< 2 Koningen 8 >
1 Elisa nu had gesproken tot die vrouw, welker zoon hij levend gemaakt had, zeggende: Maak u op, en ga heen, gij en uw huisgezin, en verkeer als vreemdeling, waar gij verkeren kunt; want de HEERE heeft een honger geroepen, die ook in het land zeven jaren komen zal.
And Elisaie spoke to the woman, whose son he [had] restored to life, saying, Arise, and go thou and thy house, and sojourn wherever thou mayest sojourn: for the Lord has called for a famine upon the land; indeed it is come upon the land [for] seven years.
2 En de vrouw had zich opgemaakt, en had gedaan naar het woord van den man Gods; want zij was gegaan met haar huisgezin, en had als vreemdeling verkeerd in het land der Filistijnen, zeven jaren.
And the woman arose, and did according to the word of Elisaie, both she and her house; and they sojourned in the land of the Philistines seven years.
3 En het geschiedde met het einde der zeven jaren, dat de vrouw uit het land der Filistijnen wederkeerde; en zij ging uit, dat zij tot den koning riep, om haar huis en om haar akker.
And it came to pass after the expiration of the seven years, that the woman returned out of the land of the Philistines to the city; and came to cry to the king for her house and for her lands.
4 De koning nu sprak tot Gehazi, den jongen van den man Gods, zeggende: Vertel mij toch al de grote dingen, die Elisa gedaan heeft.
And the king spoke to Giezi the servant of Elisaie the man of God, saying, Tell me, I pray thee, all the great things which Elisaie has done.

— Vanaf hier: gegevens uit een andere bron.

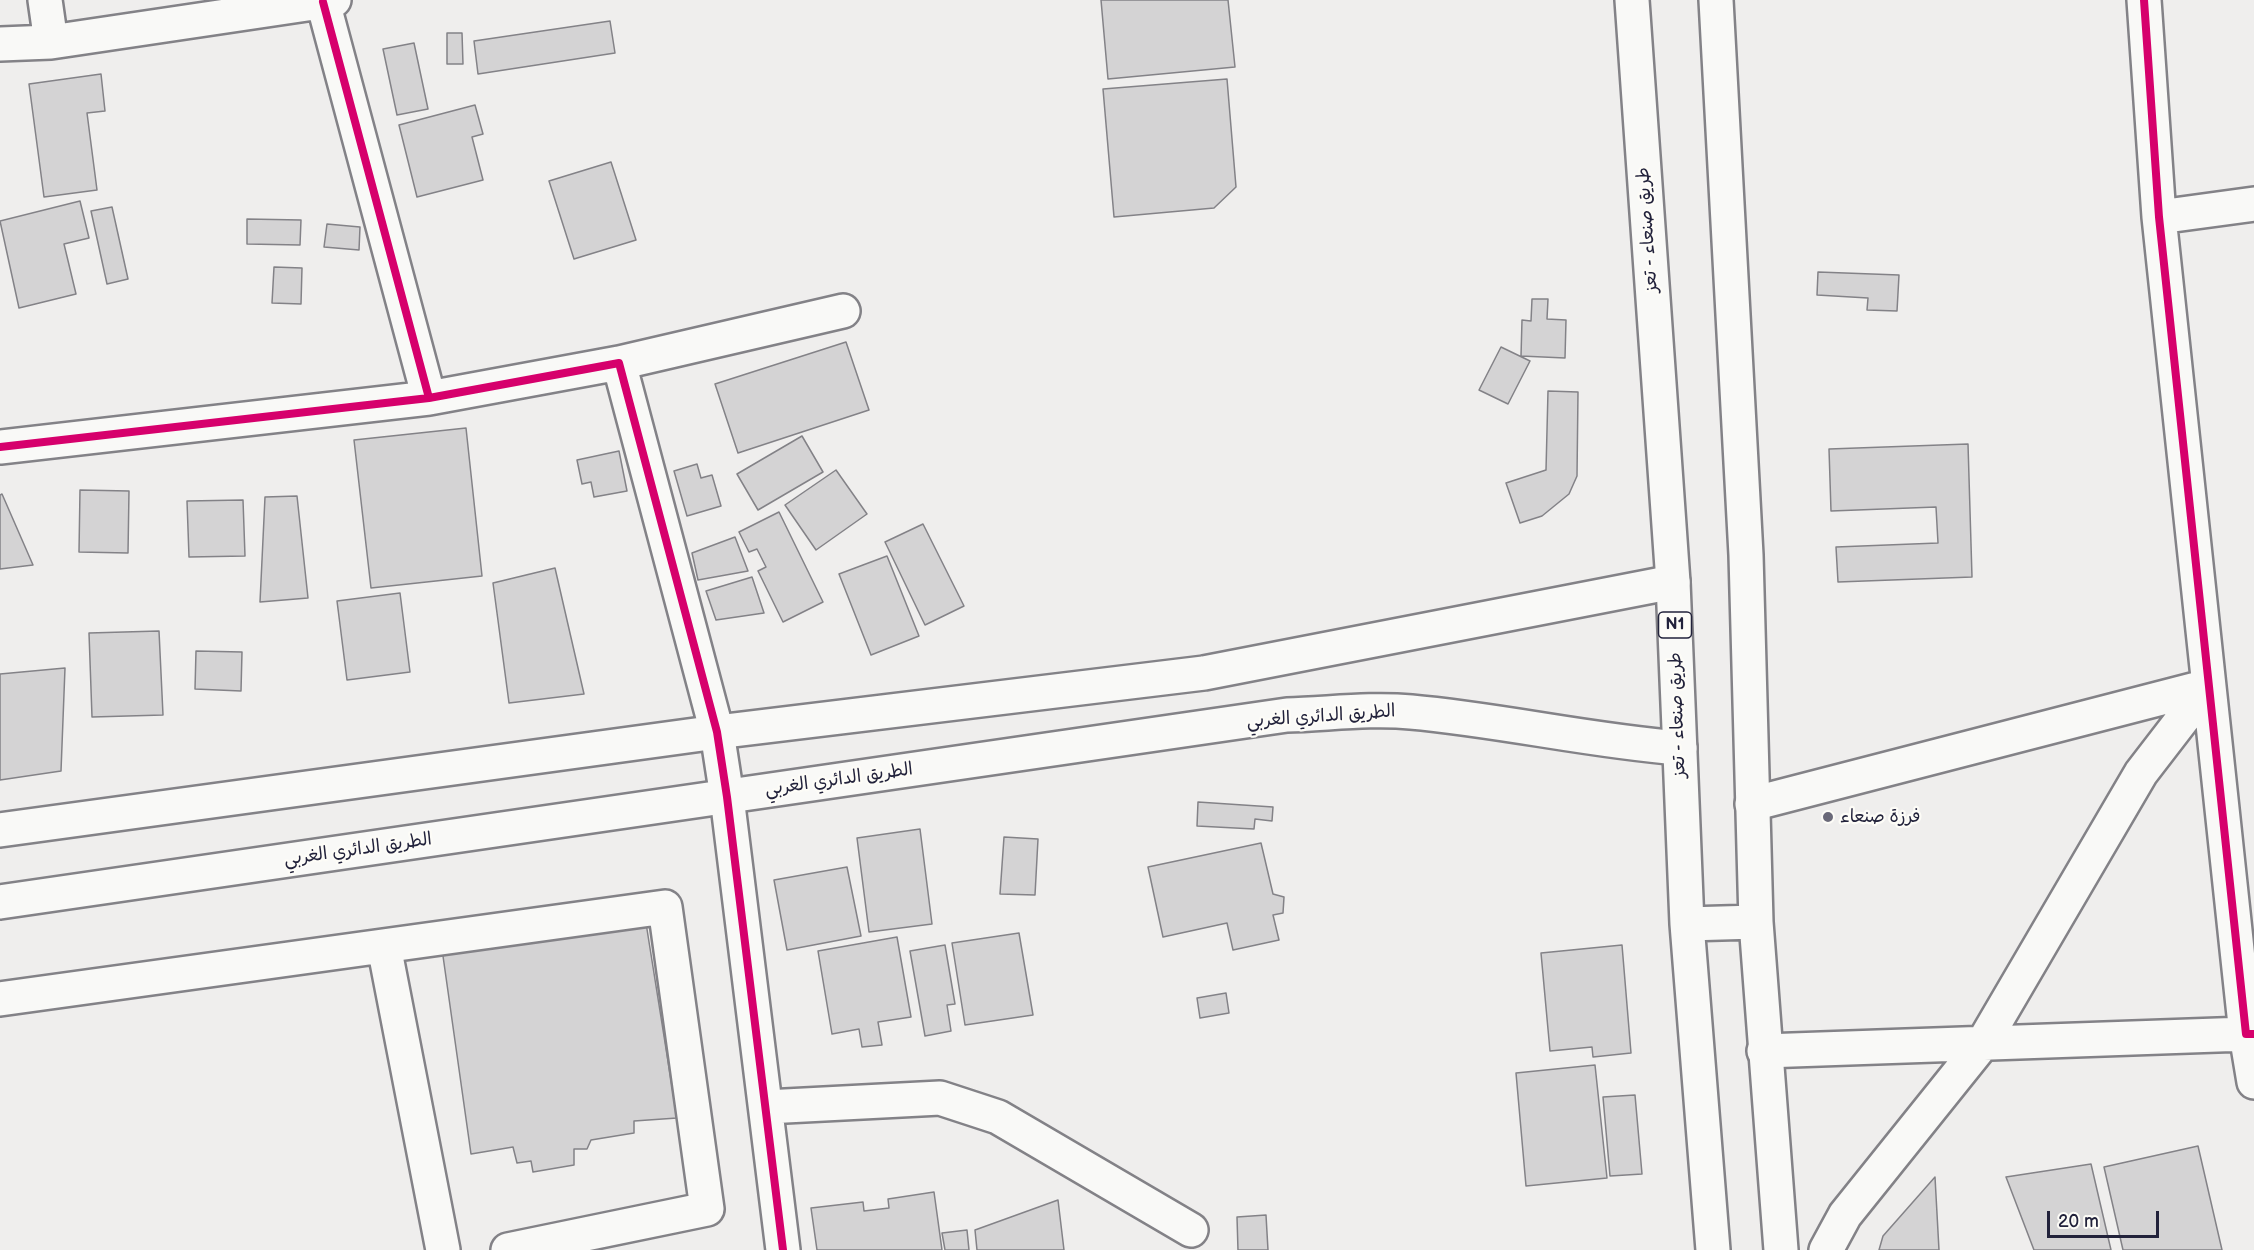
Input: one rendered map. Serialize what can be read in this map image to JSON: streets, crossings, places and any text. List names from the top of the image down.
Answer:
{
  "streets": {
    "main road": ["طريق صنعاء - تعز", "N1", "الطريق الدائري الغربي"]
  },
  "crossings": [
    ["طريق صنعاء - تعز", "الطريق الدائري الغربي"]
  ],
  "places": ["فرزة صنعاء"],
  "scale_bar": "20 m"
}
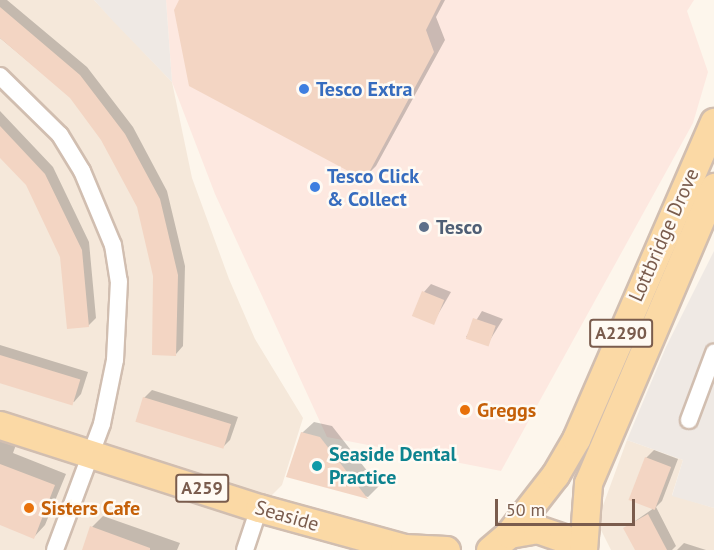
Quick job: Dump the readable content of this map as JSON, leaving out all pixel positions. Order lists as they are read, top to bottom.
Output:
{
  "streets": {
    "main road": [
      "Lottbridge Drove",
      "A2290",
      "A259",
      "Seaside"
    ]
  },
  "places": [
    "Tesco Extra",
    "Tesco Click & Collect",
    "Tesco",
    "Greggs",
    "Seaside Dental Practice",
    "Sisters Cafe"
  ],
  "scale_bar": "50 m"
}
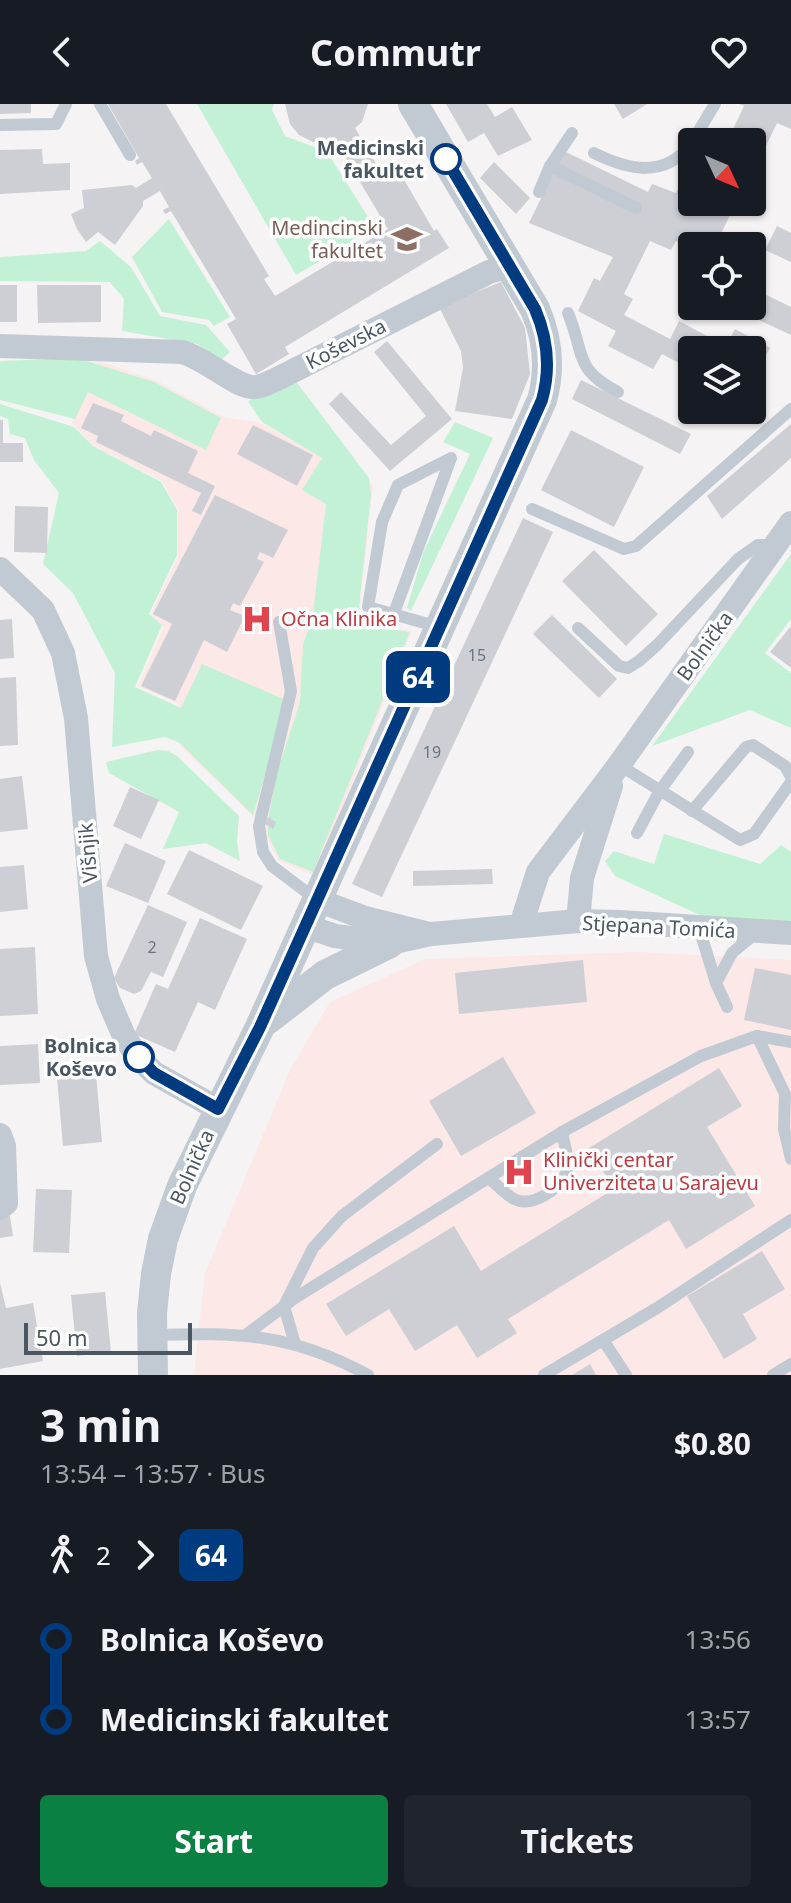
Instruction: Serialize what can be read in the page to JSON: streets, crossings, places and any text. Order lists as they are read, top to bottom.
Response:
{
  "streets": {
    "street": [
      "Koševska",
      "Bolnička",
      "Višnjik",
      "Stjepana Tomića"
    ]
  },
  "crossings": [
    ["Koševska", "Bolnička"],
    ["Bolnička", "Višnjik"],
    ["Bolnička", "Stjepana Tomića"]
  ],
  "places": {
    "other": ["Medicinski fakultet", "Bolnica Koševo"],
    "school or university": ["Medincinski fakultet"],
    "hospital": ["Očna Klinika", "Klinički centar Univerziteta u Sarajevu"]
  },
  "lines": ["bus line 64"],
  "house_numbers": ["15", "19", "2"],
  "scale_bar": "50 m",
  "north": "bottom right",
  "page": {
    "header": "Commutr",
    "on_map": "64",
    "scale": "50 m",
    "heading": ["3 min", "13:54 – 13:57 · Bus", "$0.80"],
    "legs": ["2", "64"],
    "list": [
      {
        "name": "Bolnica Koševo",
        "value": "13:56"
      },
      {
        "name": "Medicinski fakultet",
        "value": "13:57"
      }
    ],
    "buttons": ["Start", "Tickets"]
  }
}
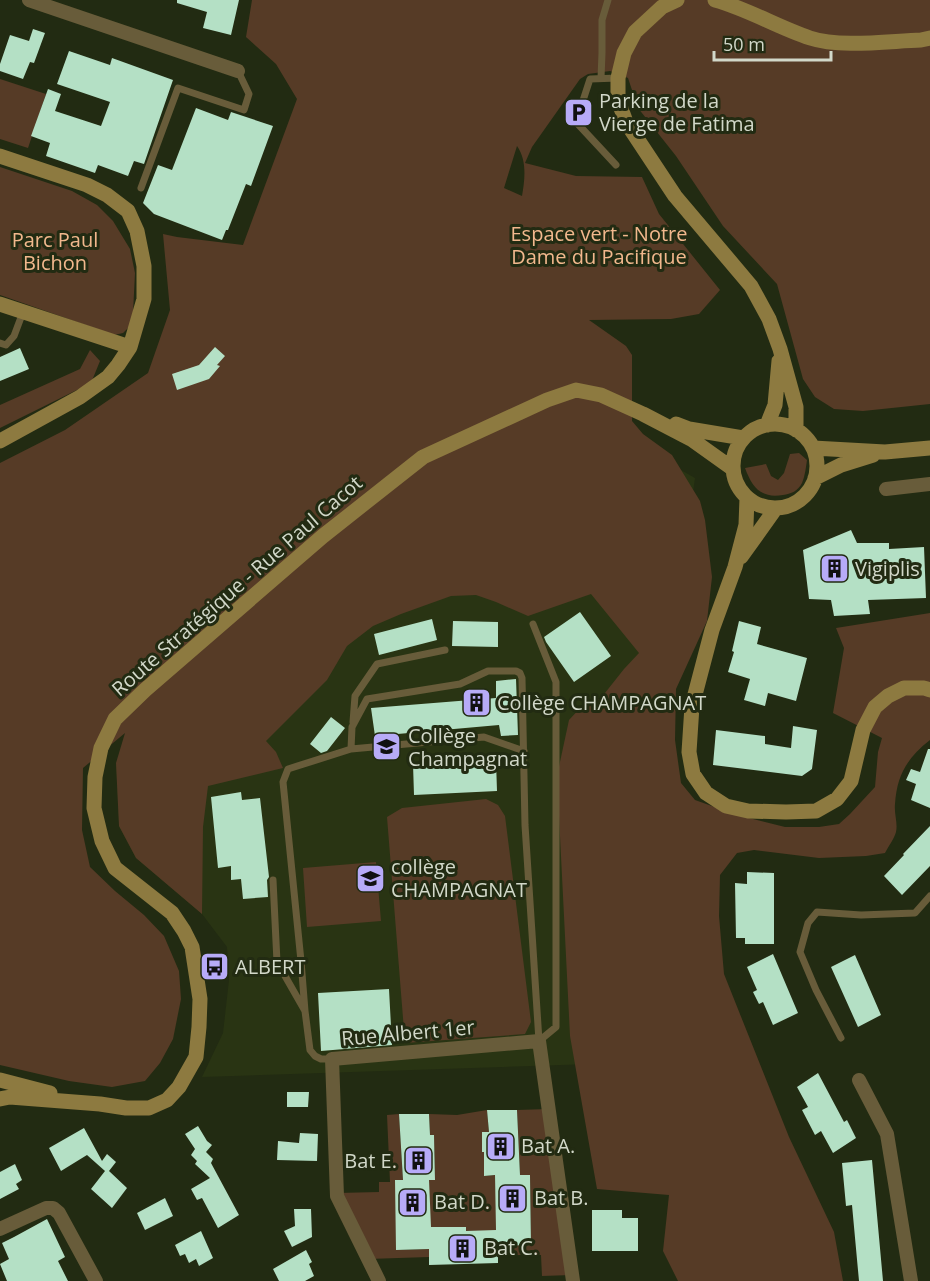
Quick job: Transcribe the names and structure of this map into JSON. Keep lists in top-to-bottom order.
{
  "streets": {
    "street": ["Route Stratégique - Rue Paul Cacot", "Rue Albert 1er"]
  },
  "parks": ["Espace vert - Notre Dame du Pacifique", "Parc Paul Bichon"],
  "places": {
    "parking": ["Parking de la Vierge de Fatima"],
    "building": [
      "Vigiplis",
      "Collège CHAMPAGNAT",
      "Bat A.",
      "Bat E.",
      "Bat B.",
      "Bat D.",
      "Bat C."
    ],
    "school or university": ["Collège Champagnat", "collège CHAMPAGNAT"],
    "bus stop": ["ALBERT"]
  },
  "scale_bar": "50 m"
}
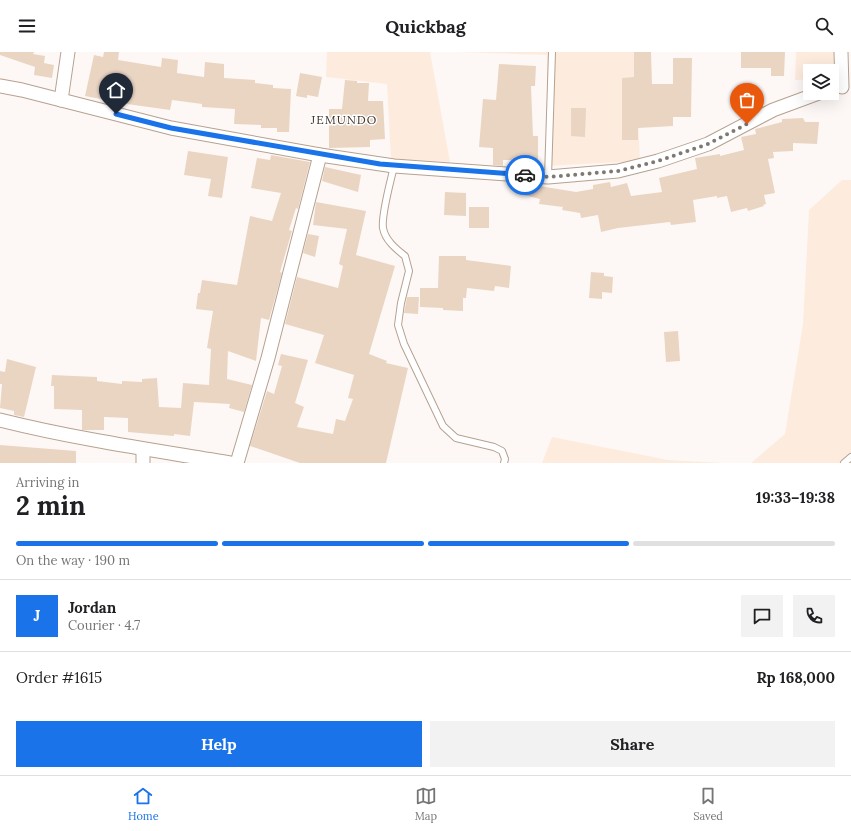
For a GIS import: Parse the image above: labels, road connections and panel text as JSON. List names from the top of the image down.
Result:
{
  "districts": ["JEMUNDO"],
  "page": {
    "header": "Quickbag",
    "heading": ["2 min", "Arriving in", "19:33–19:38"],
    "panel": [
      "Jordan",
      "Courier · 4.7",
      "Order #1615",
      "Rp 168,000"
    ],
    "bar": "On the way · 190 m",
    "round": "J",
    "buttons": ["Help", "Share"],
    "tabs": ["Home", "Map", "Saved"]
  }
}
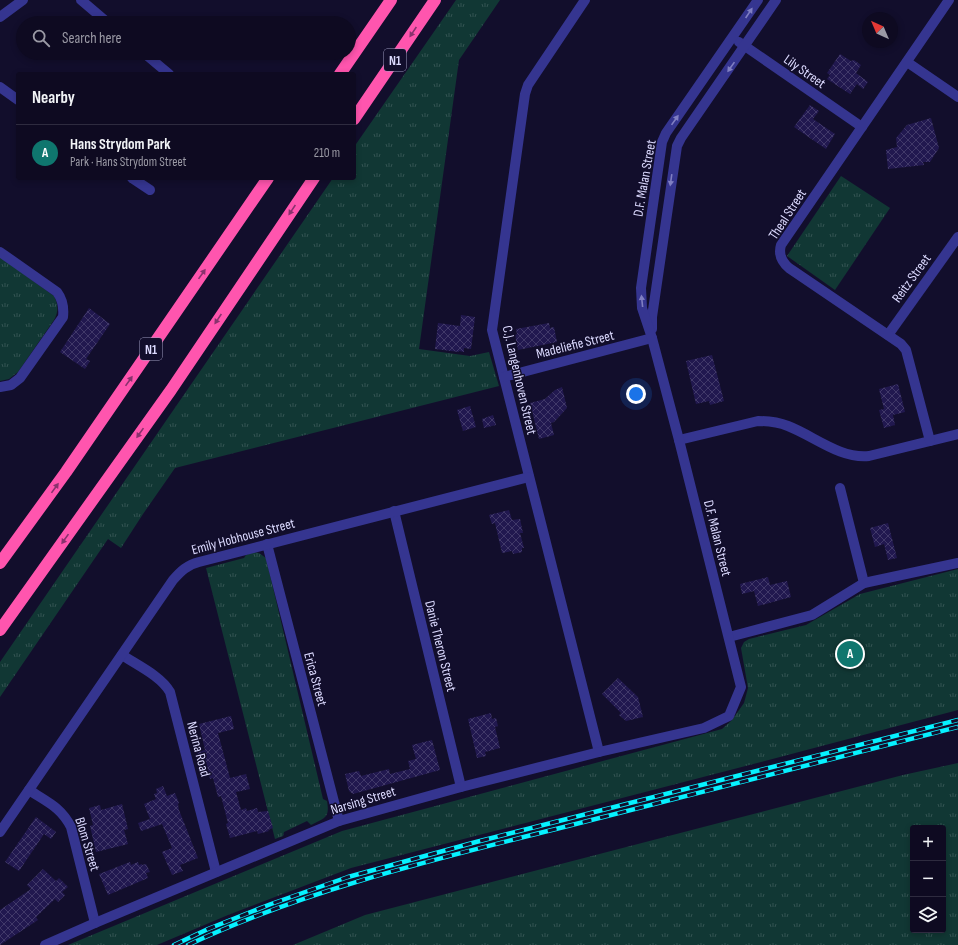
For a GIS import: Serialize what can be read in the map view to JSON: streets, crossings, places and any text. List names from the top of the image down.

5 En het geschiedde, als hij den koning vertelde, hoe hij een dode had levend gemaakt, ziet, zo riep de vrouw, welker zoon hij levend gemaakt had, tot den koning, om haar huis en om haar akker. Toen zeide Gehazi: Mijn heer koning! Dit is de vrouw, en dit is haar zoon, dien Elisa heeft levend gemaakt.
And it came to pass, as he was telling the king how he had restored to life the dead son, behold, the woman whose son Elisaie restored to life [came] crying to the king for her house and for her lands. And Giezi said, My lord, O king, this [is] the woman, and this [is] her son, whom Elisaie restored to life.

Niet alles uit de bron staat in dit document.